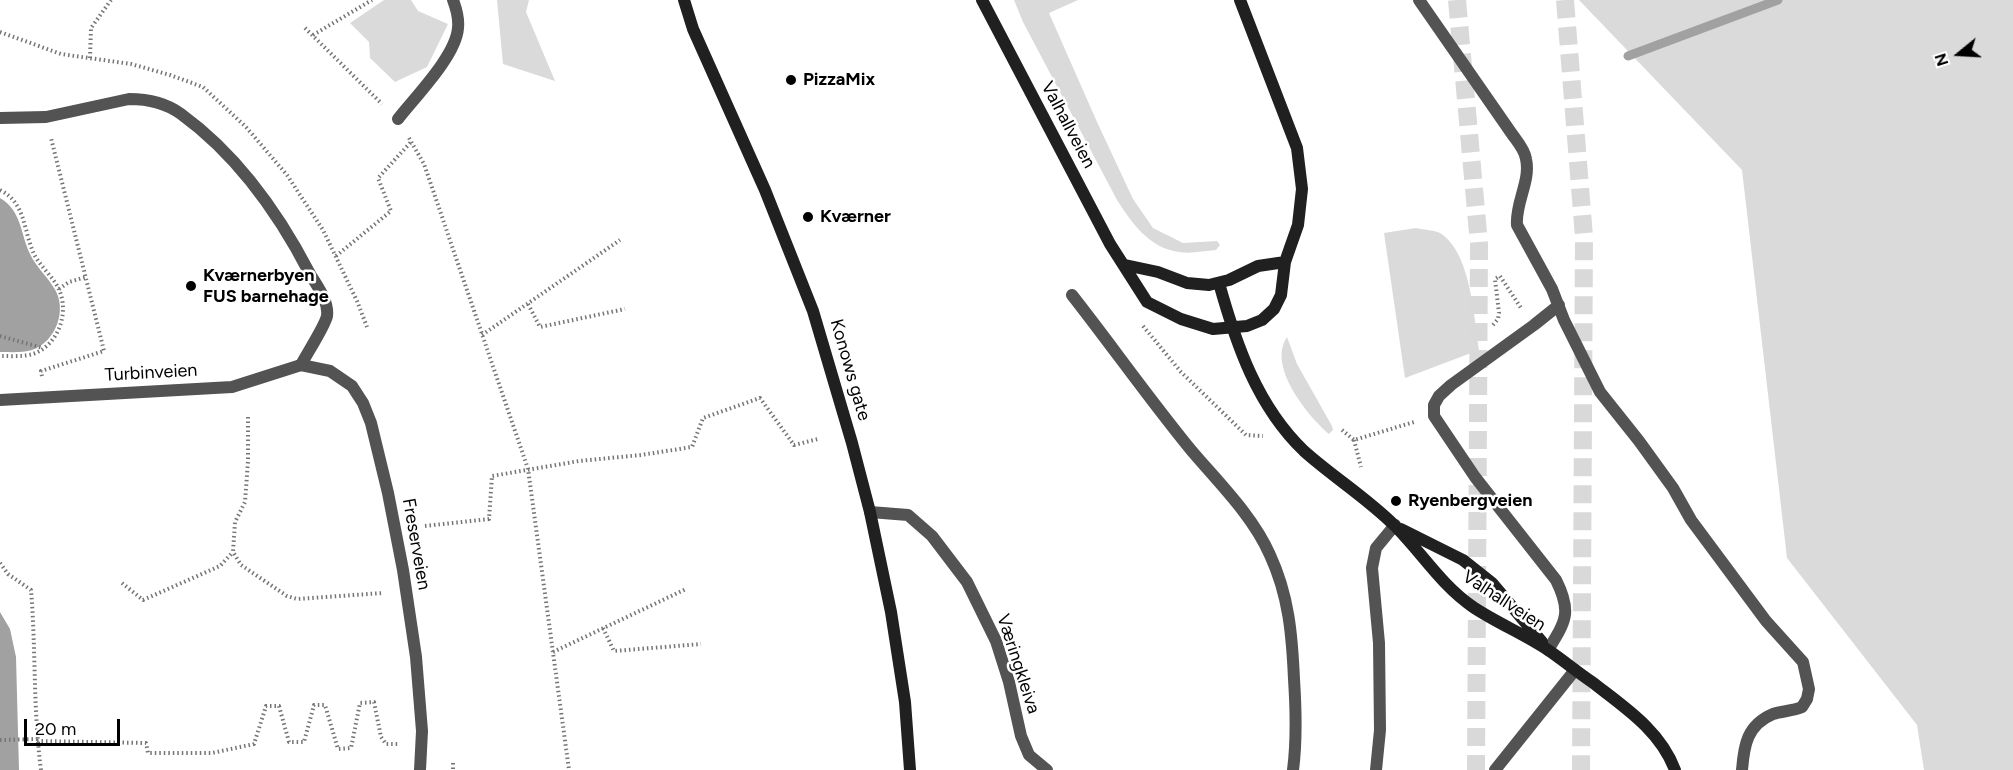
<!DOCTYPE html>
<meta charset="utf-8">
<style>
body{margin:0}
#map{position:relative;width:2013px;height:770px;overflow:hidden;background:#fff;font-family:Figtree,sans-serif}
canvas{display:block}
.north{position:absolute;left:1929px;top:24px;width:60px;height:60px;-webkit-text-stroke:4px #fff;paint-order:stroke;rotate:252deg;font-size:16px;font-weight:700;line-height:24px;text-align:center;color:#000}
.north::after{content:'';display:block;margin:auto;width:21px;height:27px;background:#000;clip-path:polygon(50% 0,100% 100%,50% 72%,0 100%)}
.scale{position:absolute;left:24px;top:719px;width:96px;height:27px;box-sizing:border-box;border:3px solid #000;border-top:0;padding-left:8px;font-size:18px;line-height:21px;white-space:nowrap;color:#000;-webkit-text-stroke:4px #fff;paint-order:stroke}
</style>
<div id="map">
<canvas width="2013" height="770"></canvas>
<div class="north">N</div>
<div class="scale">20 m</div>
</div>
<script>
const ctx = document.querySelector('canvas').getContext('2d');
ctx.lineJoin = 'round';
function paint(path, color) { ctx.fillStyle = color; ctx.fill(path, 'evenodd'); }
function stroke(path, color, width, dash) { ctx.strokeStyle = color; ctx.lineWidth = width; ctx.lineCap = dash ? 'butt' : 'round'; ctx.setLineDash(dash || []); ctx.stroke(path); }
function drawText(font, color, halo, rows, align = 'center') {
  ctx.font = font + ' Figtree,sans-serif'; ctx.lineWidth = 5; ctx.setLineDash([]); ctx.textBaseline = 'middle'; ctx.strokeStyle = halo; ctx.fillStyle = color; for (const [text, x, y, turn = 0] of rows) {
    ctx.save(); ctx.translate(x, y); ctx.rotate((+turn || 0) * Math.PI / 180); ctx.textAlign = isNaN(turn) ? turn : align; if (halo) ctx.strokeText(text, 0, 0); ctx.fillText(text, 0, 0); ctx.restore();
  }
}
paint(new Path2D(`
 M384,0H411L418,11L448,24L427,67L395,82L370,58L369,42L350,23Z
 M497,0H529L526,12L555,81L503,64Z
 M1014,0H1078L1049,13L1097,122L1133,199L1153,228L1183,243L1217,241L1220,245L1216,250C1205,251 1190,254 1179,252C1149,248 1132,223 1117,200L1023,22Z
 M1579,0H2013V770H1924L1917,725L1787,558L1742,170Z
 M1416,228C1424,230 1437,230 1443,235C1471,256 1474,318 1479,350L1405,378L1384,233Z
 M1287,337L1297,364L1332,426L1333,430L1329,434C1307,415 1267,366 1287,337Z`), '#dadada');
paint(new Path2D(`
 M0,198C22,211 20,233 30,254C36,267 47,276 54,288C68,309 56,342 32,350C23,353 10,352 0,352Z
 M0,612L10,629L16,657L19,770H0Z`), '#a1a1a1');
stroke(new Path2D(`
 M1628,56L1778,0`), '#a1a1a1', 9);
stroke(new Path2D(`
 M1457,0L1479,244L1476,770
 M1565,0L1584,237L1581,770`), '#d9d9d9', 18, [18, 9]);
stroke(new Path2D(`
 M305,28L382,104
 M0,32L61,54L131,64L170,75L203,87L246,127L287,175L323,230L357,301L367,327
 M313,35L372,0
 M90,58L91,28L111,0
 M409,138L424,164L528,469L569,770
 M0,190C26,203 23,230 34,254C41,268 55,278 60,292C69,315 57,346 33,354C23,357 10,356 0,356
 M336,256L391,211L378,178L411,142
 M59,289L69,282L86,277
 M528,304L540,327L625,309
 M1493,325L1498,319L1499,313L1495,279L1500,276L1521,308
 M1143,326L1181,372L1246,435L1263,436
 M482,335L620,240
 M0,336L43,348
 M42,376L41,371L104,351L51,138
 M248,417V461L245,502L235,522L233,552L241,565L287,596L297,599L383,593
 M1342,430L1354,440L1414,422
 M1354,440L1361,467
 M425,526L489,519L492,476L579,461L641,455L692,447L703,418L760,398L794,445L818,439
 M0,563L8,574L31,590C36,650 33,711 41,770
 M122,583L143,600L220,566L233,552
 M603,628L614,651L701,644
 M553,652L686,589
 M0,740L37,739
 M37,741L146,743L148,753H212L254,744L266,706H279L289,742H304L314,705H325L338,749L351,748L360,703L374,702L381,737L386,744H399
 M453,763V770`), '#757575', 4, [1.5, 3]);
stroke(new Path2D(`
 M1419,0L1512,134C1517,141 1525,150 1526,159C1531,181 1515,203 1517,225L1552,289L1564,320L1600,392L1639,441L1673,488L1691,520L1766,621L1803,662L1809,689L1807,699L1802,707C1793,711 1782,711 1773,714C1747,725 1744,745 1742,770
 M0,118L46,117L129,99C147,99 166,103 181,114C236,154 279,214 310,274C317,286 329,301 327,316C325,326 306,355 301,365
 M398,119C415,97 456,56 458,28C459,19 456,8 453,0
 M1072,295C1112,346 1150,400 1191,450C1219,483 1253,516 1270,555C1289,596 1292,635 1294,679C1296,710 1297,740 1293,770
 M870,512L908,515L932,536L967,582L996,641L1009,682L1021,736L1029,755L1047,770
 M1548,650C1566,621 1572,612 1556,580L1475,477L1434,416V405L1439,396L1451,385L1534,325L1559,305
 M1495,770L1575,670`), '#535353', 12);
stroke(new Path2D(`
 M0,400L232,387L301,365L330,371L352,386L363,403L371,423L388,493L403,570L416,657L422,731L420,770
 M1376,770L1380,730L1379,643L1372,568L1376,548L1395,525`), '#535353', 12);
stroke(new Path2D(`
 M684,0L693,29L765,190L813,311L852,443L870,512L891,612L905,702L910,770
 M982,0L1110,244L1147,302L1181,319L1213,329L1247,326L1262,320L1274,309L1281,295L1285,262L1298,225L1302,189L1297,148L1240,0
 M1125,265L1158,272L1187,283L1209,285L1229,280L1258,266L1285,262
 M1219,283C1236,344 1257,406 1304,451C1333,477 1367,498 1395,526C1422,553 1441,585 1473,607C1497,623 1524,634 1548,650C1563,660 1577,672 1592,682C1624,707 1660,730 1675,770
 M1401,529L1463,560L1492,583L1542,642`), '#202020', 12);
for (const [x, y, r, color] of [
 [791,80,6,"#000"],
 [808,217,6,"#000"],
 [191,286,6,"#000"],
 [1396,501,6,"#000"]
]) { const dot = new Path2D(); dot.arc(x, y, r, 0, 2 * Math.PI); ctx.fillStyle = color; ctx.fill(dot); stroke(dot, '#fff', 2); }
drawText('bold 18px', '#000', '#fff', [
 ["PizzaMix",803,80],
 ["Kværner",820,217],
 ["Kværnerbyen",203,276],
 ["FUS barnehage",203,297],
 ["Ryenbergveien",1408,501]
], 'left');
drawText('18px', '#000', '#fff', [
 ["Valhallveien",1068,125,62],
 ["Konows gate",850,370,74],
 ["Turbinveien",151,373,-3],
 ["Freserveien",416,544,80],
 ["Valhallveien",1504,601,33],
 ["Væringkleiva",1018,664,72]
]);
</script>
------------------------------------------------------------------------
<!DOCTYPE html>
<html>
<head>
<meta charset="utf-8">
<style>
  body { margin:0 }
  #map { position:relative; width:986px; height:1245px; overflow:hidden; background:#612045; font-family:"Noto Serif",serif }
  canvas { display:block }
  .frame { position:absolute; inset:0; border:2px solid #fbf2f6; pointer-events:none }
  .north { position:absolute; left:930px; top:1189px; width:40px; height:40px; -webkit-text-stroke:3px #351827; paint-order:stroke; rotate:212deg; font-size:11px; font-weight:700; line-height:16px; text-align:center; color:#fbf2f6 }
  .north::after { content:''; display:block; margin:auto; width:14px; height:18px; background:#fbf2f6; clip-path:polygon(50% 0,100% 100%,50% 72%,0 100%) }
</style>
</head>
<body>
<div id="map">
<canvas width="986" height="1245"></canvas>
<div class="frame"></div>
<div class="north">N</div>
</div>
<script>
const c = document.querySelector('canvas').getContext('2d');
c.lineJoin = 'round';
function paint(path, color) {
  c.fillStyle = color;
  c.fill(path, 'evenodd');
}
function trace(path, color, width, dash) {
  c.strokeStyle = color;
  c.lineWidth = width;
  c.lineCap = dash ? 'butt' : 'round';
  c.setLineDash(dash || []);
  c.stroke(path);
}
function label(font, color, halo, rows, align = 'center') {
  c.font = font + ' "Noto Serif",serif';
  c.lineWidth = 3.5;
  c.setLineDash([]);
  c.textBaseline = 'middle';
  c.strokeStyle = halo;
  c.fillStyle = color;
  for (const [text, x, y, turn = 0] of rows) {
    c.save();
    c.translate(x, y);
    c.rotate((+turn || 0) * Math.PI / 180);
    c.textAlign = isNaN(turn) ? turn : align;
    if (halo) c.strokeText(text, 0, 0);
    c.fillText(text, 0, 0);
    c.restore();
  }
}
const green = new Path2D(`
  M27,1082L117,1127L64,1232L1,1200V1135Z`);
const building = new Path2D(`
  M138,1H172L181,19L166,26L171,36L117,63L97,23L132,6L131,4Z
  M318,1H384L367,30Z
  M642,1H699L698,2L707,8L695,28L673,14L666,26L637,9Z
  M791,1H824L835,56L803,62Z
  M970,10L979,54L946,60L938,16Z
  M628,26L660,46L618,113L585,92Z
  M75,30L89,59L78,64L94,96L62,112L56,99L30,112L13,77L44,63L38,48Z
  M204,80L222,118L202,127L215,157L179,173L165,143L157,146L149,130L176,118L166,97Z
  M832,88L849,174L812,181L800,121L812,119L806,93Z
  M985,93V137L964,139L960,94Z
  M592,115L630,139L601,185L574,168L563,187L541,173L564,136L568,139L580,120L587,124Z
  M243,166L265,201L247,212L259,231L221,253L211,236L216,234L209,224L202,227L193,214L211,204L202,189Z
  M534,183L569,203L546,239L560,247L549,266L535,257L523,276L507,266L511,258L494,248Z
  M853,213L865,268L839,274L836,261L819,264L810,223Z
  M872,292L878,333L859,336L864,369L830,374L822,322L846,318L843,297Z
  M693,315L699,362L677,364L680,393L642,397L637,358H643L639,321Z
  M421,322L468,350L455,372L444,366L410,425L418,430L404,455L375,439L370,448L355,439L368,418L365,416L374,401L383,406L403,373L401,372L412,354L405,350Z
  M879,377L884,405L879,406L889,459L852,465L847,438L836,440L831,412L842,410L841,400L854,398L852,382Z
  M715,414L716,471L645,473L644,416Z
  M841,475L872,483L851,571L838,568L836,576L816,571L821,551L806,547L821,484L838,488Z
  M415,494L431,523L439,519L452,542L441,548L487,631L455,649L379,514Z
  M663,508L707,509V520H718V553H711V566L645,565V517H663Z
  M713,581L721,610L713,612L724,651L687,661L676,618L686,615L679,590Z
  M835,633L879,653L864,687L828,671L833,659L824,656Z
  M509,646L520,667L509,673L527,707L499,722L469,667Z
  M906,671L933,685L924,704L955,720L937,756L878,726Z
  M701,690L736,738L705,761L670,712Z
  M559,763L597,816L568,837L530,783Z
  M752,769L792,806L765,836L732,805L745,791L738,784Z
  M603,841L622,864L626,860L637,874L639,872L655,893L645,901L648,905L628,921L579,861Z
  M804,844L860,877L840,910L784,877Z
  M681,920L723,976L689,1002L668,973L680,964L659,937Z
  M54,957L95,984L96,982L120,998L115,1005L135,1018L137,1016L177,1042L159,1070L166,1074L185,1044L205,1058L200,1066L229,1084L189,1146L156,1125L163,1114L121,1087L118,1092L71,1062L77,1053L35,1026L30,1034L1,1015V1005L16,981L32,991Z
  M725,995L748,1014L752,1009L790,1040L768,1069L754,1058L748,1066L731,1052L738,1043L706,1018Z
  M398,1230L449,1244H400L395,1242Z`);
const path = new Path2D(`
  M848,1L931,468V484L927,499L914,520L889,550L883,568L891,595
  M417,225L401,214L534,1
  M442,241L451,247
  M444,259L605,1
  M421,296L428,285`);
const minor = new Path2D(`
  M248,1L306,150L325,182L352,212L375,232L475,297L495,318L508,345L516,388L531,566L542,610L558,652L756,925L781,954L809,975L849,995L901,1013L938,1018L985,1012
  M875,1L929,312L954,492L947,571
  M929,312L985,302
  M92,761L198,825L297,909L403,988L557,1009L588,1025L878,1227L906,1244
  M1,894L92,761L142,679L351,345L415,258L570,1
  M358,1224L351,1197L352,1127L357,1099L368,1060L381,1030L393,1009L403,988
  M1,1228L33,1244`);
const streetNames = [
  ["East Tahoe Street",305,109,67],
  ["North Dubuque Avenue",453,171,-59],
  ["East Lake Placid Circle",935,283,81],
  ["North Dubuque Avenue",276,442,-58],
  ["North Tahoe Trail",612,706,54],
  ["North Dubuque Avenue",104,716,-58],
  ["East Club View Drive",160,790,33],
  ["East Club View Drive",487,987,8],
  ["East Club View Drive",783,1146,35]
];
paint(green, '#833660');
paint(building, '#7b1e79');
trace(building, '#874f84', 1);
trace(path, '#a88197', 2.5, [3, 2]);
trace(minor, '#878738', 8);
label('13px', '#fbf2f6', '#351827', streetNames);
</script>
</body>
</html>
------------------------------------------------------------------------
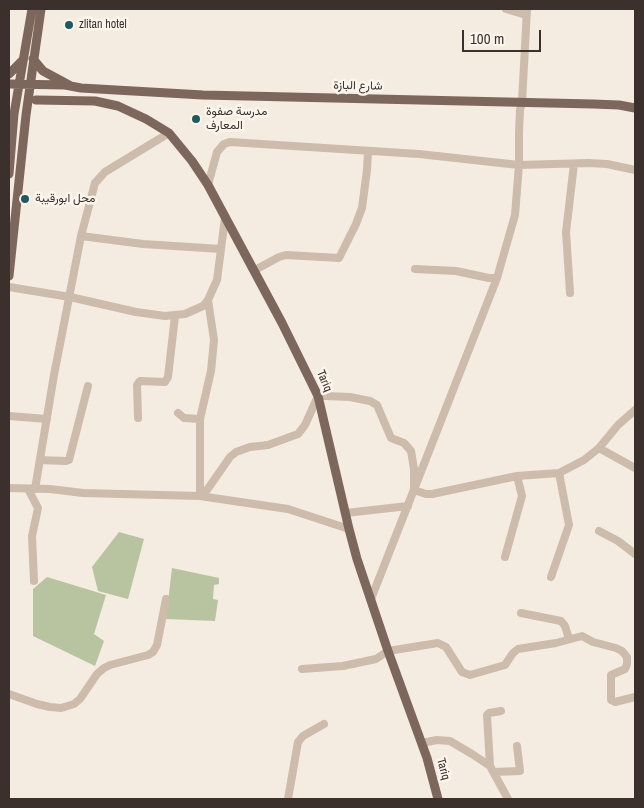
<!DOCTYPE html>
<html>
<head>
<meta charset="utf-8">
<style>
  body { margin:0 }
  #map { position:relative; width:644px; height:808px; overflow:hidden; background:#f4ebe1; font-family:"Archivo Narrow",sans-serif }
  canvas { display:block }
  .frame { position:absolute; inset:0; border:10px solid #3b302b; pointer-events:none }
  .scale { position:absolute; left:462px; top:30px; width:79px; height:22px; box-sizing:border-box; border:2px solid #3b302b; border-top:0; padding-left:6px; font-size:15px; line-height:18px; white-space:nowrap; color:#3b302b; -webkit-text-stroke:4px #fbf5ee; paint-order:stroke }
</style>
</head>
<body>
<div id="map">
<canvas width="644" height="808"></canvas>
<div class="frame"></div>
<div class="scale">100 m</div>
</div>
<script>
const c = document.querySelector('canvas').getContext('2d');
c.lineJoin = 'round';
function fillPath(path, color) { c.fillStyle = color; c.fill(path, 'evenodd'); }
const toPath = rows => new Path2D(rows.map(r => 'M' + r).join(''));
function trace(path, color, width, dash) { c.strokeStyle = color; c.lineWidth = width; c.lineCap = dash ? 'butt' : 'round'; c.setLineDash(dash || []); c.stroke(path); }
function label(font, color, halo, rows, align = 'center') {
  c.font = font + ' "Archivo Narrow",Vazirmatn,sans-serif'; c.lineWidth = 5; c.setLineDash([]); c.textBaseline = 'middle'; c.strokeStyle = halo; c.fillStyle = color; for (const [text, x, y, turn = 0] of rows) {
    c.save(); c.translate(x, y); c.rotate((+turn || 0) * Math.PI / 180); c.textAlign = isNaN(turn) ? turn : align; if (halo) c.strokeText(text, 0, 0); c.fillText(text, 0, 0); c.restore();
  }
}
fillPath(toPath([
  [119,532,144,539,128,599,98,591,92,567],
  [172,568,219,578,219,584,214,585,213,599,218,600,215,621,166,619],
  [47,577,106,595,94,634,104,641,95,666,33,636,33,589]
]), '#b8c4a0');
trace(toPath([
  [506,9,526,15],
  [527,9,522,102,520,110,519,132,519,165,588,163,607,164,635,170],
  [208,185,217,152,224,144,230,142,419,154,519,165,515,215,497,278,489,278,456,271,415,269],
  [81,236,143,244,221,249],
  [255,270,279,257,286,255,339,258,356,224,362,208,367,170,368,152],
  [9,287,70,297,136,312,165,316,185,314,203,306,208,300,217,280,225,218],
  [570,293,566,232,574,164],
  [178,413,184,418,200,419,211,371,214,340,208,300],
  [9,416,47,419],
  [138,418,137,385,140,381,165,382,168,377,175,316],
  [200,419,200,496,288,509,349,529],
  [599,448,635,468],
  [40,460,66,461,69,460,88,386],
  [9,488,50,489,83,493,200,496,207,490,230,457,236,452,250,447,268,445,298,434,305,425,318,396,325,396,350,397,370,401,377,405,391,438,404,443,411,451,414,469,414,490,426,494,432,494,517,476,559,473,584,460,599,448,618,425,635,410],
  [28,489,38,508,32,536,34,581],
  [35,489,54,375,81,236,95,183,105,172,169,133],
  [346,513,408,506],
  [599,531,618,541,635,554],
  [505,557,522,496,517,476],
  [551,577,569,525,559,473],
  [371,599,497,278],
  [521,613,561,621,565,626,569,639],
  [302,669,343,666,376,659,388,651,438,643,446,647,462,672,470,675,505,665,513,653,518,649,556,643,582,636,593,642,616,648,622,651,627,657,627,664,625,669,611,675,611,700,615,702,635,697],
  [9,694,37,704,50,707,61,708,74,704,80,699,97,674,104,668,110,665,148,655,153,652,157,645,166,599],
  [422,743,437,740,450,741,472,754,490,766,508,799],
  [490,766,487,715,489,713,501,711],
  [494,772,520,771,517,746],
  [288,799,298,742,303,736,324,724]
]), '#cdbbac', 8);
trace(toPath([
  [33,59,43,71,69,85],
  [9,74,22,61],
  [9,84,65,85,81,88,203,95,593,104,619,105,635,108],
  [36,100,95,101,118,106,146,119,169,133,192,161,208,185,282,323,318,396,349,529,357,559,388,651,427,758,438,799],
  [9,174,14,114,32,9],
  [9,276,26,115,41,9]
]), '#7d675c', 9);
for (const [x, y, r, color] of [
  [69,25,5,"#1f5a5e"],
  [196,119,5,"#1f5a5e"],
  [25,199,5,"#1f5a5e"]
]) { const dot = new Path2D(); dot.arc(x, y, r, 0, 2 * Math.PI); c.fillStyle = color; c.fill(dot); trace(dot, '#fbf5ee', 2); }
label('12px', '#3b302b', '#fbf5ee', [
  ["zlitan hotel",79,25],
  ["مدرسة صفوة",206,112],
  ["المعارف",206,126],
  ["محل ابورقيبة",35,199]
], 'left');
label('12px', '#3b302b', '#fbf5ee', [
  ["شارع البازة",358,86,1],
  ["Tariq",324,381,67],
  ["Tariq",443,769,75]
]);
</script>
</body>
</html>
------------------------------------------------------------------------
# [ACTION ITEM]
In the listing above, find the line with "function fillPath(path, color)" and the line with "c.strokeStyle = color; c.lineWidth", then reproduce both and every line between them exactly.

# [TASK SOLUTION]
function fillPath(path, color) { c.fillStyle = color; c.fill(path, 'evenodd'); }
const toPath = rows => new Path2D(rows.map(r => 'M' + r).join(''));
function trace(path, color, width, dash) { c.strokeStyle = color; c.lineWidth = width; c.lineCap = dash ? 'butt' : 'round'; c.setLineDash(dash || []); c.stroke(path); }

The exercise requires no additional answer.